Supporting Cancer Services in Primary Care
Elise Lang, Macmillan GP Cancer Lead
1 in 2 people are expected to develop cancer in their lifetime, by 2020 150,000 people in Wales will be living after a cancer diagnosis (5% of the population). For those who have completed their treatment cancer must be managed in collaboration with primary care as a chronic condition – this is often more appropriate for patients and supports prudent use of limited health resources. To facilitate this there needs to be in-creased support for primary care.
We are helping a cohort of interested GPs to develop a special interest in oncology to become local specialists in their communities. We are also delivering training across the board to primary care clinicians to increase knowledge in all areas of cancer, from referral criteria to long-term consequences of treatment.

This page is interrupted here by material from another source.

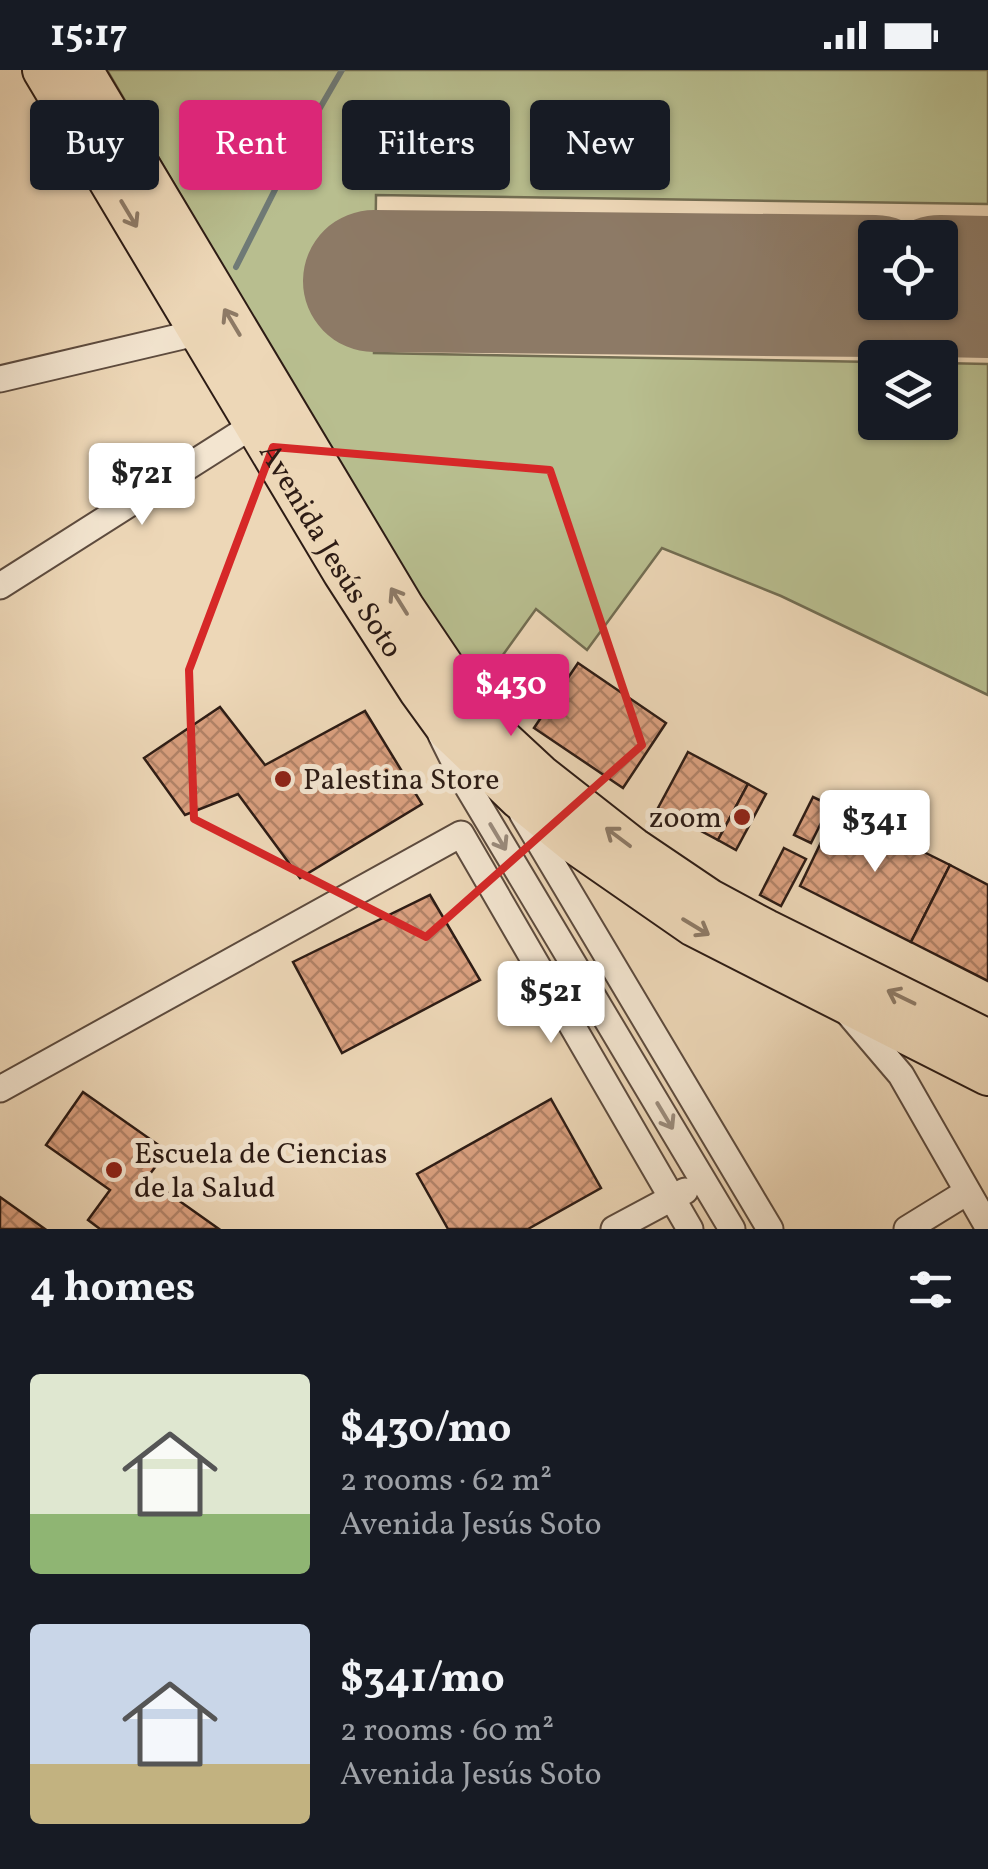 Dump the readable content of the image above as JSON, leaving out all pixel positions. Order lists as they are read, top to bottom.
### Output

The aim is to be a leading UK educational centre for oncology supporting, medical students, GP trainees and primary care teams to deliver excellent holistic patient care locally and to help support recruitment and retention of clinicians to primary care in Wales.
PLANNING & DEVELOPMENT:
As part of the Macmillan framework for cancer, I have been working in Velindre Cancer Centre alongside clinical staff and their ‘Transforming Cancer Services’ team. We have been reviewing their relationships with primary care and forging new approaches. We have reviewed the content and timeliness of information shared with primary care and are improving communication in both directions.
We have adapted the content of the primary care letter to a more standardised format with salient points and information highlighted. We have surveyed the general practitioners in South Wales to identify their appetite for further learning and the format that that should take. We are changing ways of working and adapting to the current and future population’s non-surgical cancer needs.
A total of 198 GPs responded to our engagement survey and provided feedback on current service and requirements of potential learning opportunities.
The data identified learning needs, 40 GPs provided their contact details to be contacted directly about educational opportunities. Further meetings involving Macmillan and Velindre have proposed a direction of travel and we will be hosting an educational event in September.
Moving forward we will be looking towards universities to consider developing a postgraduate level qualification in primary care oncology.
We will be developing roles for some of these GPs To work with the cancer centre in out-patient departments and learning from each other to provide excellent patient care.
FIT WITH PRUDENT HEALTH:
Prudent Principle 1: Empowering primary care to manage oncology follow up and survivors, utilising the resources already available in primary care. Improving well being of patients through access to local services and availability of local GP champions. It will reduce travel time to attend specialist clinics, when they can see a GP locally;
Prudent Principle 2: This allows staff to be focused on acute, priority patients and allows cancer survivors care to be handed back to empowered GPs. It will reduce follow up appointments in the specialist setting, therefore freeing specialist time to focus on acute/new patients;
Prudent Principle 3: General practice is perfectly positioned to manage cancer survivors and request appropriate investigations as they have been advised to do through educational events. Including investigation and referral onwards, or management locally, avoid repetition of tests, eg through better communication/info sharing; and,
Prudent Principle 4: Standardised training for GP champions should remove variation in management and close liaison with oncology leads should support clinicians through more difficult cases.